> **Exercise goal**
Print every line of the listing below, starting with the line that holds "641 699 642V661L675" and going on through the line that holds "864 132 888", both included, and print nothing else.

> **Record extracts**
*****
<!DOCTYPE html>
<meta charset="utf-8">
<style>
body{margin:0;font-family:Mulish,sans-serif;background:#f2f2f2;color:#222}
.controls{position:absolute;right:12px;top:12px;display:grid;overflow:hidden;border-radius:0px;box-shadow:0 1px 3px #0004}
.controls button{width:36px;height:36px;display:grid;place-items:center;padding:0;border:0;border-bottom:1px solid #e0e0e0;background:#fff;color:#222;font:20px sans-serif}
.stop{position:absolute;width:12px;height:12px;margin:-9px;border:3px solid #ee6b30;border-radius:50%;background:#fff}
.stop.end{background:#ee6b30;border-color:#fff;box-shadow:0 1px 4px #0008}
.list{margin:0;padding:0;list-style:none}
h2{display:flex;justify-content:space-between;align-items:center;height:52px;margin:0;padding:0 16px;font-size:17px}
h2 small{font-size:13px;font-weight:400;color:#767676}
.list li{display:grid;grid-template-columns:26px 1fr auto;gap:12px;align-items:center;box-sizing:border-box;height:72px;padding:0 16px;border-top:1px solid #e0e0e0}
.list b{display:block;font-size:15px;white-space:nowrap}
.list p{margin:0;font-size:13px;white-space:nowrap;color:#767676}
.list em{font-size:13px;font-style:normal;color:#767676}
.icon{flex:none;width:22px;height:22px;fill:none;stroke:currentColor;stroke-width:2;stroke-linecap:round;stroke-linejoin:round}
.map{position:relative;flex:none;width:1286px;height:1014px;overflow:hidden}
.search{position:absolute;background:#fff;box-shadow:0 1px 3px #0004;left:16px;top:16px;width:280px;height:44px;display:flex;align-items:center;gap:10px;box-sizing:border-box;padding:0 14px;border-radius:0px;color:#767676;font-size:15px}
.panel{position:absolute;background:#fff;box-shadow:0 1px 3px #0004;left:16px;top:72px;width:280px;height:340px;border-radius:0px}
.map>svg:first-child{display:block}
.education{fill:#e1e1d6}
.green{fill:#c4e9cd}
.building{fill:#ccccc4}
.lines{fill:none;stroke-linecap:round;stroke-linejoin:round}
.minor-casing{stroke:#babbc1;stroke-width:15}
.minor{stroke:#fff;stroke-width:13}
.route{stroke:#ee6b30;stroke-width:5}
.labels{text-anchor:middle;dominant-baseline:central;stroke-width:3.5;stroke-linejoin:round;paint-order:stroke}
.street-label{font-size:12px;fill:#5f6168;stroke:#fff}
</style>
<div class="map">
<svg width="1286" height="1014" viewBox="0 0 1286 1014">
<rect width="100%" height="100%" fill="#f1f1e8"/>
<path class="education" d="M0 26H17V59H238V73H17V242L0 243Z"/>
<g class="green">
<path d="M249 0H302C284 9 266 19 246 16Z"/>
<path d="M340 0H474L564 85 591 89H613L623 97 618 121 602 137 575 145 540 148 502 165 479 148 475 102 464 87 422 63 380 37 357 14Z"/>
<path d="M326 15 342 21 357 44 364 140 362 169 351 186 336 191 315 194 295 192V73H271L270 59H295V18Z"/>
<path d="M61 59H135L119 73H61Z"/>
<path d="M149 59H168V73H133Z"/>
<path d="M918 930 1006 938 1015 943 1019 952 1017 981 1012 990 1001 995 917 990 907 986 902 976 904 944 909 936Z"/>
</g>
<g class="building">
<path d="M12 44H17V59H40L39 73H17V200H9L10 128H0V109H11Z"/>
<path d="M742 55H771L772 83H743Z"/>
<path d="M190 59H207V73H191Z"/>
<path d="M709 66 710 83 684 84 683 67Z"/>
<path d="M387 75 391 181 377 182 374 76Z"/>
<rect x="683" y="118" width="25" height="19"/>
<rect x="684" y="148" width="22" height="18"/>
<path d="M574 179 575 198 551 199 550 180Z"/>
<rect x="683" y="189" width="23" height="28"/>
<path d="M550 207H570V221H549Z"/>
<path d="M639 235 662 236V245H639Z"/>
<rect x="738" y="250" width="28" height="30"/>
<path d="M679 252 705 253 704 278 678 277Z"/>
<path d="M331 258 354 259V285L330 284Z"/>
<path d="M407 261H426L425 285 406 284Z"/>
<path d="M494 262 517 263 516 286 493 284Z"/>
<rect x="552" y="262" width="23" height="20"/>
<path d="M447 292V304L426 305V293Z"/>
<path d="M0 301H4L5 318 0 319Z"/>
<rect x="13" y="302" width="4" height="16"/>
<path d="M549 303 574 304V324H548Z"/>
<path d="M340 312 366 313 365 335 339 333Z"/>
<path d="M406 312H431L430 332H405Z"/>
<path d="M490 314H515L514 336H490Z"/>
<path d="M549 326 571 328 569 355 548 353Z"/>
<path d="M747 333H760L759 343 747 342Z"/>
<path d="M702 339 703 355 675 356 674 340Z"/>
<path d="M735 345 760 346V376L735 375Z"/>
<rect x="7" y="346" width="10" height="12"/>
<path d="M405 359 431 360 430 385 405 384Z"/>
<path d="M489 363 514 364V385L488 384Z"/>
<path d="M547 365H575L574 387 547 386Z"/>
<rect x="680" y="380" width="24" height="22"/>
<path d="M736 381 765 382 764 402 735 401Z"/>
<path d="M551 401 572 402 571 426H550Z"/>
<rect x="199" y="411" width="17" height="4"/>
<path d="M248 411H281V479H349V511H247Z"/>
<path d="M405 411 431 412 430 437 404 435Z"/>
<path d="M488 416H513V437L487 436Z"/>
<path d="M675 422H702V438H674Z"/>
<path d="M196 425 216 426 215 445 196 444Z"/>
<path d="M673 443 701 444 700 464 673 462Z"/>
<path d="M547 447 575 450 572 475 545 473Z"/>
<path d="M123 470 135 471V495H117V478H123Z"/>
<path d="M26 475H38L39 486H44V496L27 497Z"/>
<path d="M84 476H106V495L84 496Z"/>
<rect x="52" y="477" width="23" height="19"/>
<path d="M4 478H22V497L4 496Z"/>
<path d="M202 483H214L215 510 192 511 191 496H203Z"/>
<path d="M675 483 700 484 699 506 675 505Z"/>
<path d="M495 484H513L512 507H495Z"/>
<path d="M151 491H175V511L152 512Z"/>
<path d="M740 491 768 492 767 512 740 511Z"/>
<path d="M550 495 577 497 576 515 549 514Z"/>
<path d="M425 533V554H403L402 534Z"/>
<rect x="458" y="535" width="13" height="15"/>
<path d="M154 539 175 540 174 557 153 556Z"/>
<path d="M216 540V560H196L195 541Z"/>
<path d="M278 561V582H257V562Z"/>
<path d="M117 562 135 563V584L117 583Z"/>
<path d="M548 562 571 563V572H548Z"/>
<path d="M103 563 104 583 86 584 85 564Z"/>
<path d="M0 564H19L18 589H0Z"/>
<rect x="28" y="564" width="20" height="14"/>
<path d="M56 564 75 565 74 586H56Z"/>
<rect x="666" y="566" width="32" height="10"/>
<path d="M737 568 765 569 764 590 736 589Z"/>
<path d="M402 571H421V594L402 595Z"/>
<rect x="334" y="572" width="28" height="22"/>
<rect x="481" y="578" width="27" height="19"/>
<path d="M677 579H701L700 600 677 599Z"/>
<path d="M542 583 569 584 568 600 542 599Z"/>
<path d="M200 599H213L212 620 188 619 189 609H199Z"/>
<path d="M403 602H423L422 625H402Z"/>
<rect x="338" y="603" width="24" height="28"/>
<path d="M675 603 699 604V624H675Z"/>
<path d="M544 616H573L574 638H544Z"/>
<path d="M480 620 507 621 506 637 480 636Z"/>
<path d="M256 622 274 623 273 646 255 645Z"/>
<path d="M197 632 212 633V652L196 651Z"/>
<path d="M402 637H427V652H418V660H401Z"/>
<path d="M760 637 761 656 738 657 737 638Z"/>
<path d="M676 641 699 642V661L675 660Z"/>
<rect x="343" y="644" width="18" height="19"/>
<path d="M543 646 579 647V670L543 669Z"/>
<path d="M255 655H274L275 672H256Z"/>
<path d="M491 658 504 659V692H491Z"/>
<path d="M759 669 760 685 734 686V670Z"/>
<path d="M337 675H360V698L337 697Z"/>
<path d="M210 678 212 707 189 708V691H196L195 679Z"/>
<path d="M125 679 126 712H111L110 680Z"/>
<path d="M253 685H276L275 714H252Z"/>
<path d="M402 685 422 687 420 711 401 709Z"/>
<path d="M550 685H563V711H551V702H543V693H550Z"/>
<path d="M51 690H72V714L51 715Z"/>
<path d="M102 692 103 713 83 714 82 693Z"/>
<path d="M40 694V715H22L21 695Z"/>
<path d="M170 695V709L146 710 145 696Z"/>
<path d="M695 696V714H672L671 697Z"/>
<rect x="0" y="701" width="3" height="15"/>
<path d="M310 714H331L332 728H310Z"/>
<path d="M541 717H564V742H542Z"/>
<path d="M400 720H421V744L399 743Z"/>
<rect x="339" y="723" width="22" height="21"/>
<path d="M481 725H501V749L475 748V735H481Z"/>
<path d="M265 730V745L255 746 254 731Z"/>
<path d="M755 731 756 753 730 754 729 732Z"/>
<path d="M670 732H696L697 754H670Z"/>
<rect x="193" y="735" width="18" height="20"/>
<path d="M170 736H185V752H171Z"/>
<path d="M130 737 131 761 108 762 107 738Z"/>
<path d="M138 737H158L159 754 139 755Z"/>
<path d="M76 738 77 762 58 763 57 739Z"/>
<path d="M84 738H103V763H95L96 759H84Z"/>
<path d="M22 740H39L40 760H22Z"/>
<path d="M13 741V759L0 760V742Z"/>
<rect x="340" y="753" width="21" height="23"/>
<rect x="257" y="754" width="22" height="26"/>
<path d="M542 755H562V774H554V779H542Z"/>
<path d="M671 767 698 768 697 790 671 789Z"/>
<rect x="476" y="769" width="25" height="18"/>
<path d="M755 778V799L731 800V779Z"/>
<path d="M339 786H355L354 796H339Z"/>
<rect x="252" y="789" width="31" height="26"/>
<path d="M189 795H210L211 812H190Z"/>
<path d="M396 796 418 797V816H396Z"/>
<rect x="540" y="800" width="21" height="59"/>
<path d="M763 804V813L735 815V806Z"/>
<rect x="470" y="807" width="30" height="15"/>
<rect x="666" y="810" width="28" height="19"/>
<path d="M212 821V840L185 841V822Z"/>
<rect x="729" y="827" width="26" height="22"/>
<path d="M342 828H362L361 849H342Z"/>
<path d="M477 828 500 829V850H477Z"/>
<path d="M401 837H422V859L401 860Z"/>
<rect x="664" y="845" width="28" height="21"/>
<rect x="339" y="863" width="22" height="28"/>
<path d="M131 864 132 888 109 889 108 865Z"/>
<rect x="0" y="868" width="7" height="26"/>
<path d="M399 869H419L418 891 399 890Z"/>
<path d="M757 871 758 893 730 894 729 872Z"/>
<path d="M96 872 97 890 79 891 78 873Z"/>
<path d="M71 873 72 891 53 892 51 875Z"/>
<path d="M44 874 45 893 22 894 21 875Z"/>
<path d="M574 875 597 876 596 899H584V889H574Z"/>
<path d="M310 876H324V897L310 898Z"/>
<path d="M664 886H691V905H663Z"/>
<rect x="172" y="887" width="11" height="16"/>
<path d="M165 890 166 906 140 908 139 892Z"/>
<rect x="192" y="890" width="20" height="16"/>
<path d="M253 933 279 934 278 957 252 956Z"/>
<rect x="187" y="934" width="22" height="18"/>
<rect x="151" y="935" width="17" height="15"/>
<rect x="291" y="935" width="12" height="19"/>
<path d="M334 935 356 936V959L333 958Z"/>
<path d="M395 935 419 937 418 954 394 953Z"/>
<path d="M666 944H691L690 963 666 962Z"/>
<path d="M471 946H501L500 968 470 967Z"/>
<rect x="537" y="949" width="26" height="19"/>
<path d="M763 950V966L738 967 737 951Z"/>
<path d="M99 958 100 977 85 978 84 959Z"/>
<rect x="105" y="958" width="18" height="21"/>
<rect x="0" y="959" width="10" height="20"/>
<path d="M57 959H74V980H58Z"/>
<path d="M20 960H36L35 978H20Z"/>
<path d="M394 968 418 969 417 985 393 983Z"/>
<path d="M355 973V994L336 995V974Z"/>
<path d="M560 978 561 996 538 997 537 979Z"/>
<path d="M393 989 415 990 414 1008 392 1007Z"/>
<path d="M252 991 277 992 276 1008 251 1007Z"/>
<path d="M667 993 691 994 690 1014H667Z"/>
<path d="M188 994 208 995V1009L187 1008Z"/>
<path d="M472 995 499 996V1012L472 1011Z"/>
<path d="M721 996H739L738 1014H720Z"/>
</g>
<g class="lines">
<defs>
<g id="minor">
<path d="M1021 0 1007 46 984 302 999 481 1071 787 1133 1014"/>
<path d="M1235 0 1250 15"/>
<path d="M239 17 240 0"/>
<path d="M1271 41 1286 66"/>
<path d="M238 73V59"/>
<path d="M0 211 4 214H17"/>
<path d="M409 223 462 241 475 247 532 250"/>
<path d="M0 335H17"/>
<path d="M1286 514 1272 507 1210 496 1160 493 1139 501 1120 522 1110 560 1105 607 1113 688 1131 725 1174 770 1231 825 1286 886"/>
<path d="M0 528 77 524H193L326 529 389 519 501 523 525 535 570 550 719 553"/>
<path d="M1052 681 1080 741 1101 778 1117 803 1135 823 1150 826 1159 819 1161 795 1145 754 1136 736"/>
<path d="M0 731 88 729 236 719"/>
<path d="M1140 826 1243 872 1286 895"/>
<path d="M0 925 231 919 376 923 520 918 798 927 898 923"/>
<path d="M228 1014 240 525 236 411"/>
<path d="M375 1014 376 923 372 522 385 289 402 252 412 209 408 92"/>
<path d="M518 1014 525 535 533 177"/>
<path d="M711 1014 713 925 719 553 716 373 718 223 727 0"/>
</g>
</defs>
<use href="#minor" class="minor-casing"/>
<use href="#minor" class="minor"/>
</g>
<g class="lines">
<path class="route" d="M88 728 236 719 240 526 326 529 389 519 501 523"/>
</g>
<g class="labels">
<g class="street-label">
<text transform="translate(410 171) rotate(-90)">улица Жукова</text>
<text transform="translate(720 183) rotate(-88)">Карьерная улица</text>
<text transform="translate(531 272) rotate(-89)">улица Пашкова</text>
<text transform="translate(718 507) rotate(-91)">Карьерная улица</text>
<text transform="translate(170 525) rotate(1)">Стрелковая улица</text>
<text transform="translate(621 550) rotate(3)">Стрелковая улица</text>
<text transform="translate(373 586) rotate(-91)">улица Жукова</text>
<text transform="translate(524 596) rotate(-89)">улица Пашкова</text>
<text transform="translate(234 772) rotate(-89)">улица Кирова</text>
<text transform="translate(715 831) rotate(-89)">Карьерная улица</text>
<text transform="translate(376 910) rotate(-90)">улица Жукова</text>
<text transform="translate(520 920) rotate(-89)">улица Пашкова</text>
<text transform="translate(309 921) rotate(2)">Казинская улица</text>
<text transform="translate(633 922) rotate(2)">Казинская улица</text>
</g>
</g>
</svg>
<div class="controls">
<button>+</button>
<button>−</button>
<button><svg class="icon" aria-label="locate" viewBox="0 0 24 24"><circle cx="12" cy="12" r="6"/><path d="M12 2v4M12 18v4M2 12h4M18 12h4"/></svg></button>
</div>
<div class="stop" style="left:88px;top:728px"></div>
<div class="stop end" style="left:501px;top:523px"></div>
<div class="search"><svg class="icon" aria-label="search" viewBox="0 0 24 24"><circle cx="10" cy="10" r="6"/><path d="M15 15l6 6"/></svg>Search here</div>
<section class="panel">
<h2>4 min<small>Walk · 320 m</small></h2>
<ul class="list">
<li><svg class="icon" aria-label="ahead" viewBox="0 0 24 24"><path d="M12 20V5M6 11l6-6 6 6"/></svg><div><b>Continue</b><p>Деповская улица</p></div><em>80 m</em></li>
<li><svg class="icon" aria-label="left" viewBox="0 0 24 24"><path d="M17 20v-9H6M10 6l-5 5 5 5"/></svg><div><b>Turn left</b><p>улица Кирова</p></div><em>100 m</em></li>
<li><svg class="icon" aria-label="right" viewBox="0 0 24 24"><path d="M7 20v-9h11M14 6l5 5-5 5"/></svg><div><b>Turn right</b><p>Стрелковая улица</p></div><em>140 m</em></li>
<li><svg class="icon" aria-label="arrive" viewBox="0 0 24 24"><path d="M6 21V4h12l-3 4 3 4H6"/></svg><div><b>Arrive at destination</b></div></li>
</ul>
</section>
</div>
*****
> **Answer for this exercise**
<path d="M676 641 699 642V661L675 660Z"/>
<rect x="343" y="644" width="18" height="19"/>
<path d="M543 646 579 647V670L543 669Z"/>
<path d="M255 655H274L275 672H256Z"/>
<path d="M491 658 504 659V692H491Z"/>
<path d="M759 669 760 685 734 686V670Z"/>
<path d="M337 675H360V698L337 697Z"/>
<path d="M210 678 212 707 189 708V691H196L195 679Z"/>
<path d="M125 679 126 712H111L110 680Z"/>
<path d="M253 685H276L275 714H252Z"/>
<path d="M402 685 422 687 420 711 401 709Z"/>
<path d="M550 685H563V711H551V702H543V693H550Z"/>
<path d="M51 690H72V714L51 715Z"/>
<path d="M102 692 103 713 83 714 82 693Z"/>
<path d="M40 694V715H22L21 695Z"/>
<path d="M170 695V709L146 710 145 696Z"/>
<path d="M695 696V714H672L671 697Z"/>
<rect x="0" y="701" width="3" height="15"/>
<path d="M310 714H331L332 728H310Z"/>
<path d="M541 717H564V742H542Z"/>
<path d="M400 720H421V744L399 743Z"/>
<rect x="339" y="723" width="22" height="21"/>
<path d="M481 725H501V749L475 748V735H481Z"/>
<path d="M265 730V745L255 746 254 731Z"/>
<path d="M755 731 756 753 730 754 729 732Z"/>
<path d="M670 732H696L697 754H670Z"/>
<rect x="193" y="735" width="18" height="20"/>
<path d="M170 736H185V752H171Z"/>
<path d="M130 737 131 761 108 762 107 738Z"/>
<path d="M138 737H158L159 754 139 755Z"/>
<path d="M76 738 77 762 58 763 57 739Z"/>
<path d="M84 738H103V763H95L96 759H84Z"/>
<path d="M22 740H39L40 760H22Z"/>
<path d="M13 741V759L0 760V742Z"/>
<rect x="340" y="753" width="21" height="23"/>
<rect x="257" y="754" width="22" height="26"/>
<path d="M542 755H562V774H554V779H542Z"/>
<path d="M671 767 698 768 697 790 671 789Z"/>
<rect x="476" y="769" width="25" height="18"/>
<path d="M755 778V799L731 800V779Z"/>
<path d="M339 786H355L354 796H339Z"/>
<rect x="252" y="789" width="31" height="26"/>
<path d="M189 795H210L211 812H190Z"/>
<path d="M396 796 418 797V816H396Z"/>
<rect x="540" y="800" width="21" height="59"/>
<path d="M763 804V813L735 815V806Z"/>
<rect x="470" y="807" width="30" height="15"/>
<rect x="666" y="810" width="28" height="19"/>
<path d="M212 821V840L185 841V822Z"/>
<rect x="729" y="827" width="26" height="22"/>
<path d="M342 828H362L361 849H342Z"/>
<path d="M477 828 500 829V850H477Z"/>
<path d="M401 837H422V859L401 860Z"/>
<rect x="664" y="845" width="28" height="21"/>
<rect x="339" y="863" width="22" height="28"/>
<path d="M131 864 132 888 109 889 108 865Z"/>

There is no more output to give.